Over the past decade, thanks to fracking, the US has approached self-sufficiency in oil.
Since 2008 the trade deficit in oil fell from over half of the overall trade deficit to under 10% in 2016.
Surprisingly, however the massive decline in the oil deficit did not lead to a contraction of the overall trade deficit. Rather, the non=petroleum deficit expanded to offset the improvement in oil. Actually, it should not be a surprise as this is a beautiful example of the standard economic analysis that the current account balance (the trade deficit plus certain capital transactions) equals the gap between domestic savings and investments.
When it first became obvious that the Reagan tax cuts were going to lead to a very large structural federal deficit, mainstream economic forecasters started to talk about crowding out. If you look at the US economy as a closed system, domestic investments must equal domestic savings and interest rates are the price that changes to ensure that tat identity holds.

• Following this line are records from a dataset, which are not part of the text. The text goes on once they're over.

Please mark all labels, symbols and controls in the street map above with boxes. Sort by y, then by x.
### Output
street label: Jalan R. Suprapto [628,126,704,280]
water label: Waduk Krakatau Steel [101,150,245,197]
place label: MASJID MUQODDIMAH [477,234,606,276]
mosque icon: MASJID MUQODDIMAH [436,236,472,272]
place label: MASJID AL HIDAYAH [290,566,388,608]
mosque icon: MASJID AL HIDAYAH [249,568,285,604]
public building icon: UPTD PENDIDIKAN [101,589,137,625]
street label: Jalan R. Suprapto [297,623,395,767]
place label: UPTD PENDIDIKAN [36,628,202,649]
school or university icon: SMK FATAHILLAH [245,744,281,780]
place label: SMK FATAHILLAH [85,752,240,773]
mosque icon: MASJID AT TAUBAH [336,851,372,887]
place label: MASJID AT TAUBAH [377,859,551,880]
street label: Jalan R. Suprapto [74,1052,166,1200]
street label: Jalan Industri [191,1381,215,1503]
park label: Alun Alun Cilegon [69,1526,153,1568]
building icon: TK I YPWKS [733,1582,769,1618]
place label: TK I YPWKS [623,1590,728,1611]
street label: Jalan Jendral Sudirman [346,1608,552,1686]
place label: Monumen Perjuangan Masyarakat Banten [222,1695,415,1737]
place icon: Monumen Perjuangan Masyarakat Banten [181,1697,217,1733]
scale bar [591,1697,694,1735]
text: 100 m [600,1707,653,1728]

We clearly got a massive increase in the federal deficit as after the Reagan tax cuts the federal deficit exploded from -2% to – 6% of GDP. Moreover, this occurred during the time of very strong economic growth that should have caused the deficit to contract. But interest rates did not rise and the crowding out analysis was discredited. Vice President Cheney even went so far to claim this demonstrated that deficit do not matter.
But the view that savings must equal investments only holds in a closed economy. In those days virtually everyone looked at the US economy as a closed system and ignored the international aspects of the economy. In an open economy, however savings does not have to equal investments because foreign capital inflows can finance a gap between savings and investments. In a closed economy interest rates adjust to ensure this identity. But in an open economy, both interest rates and the currency can move to ensure that economic identity prevails.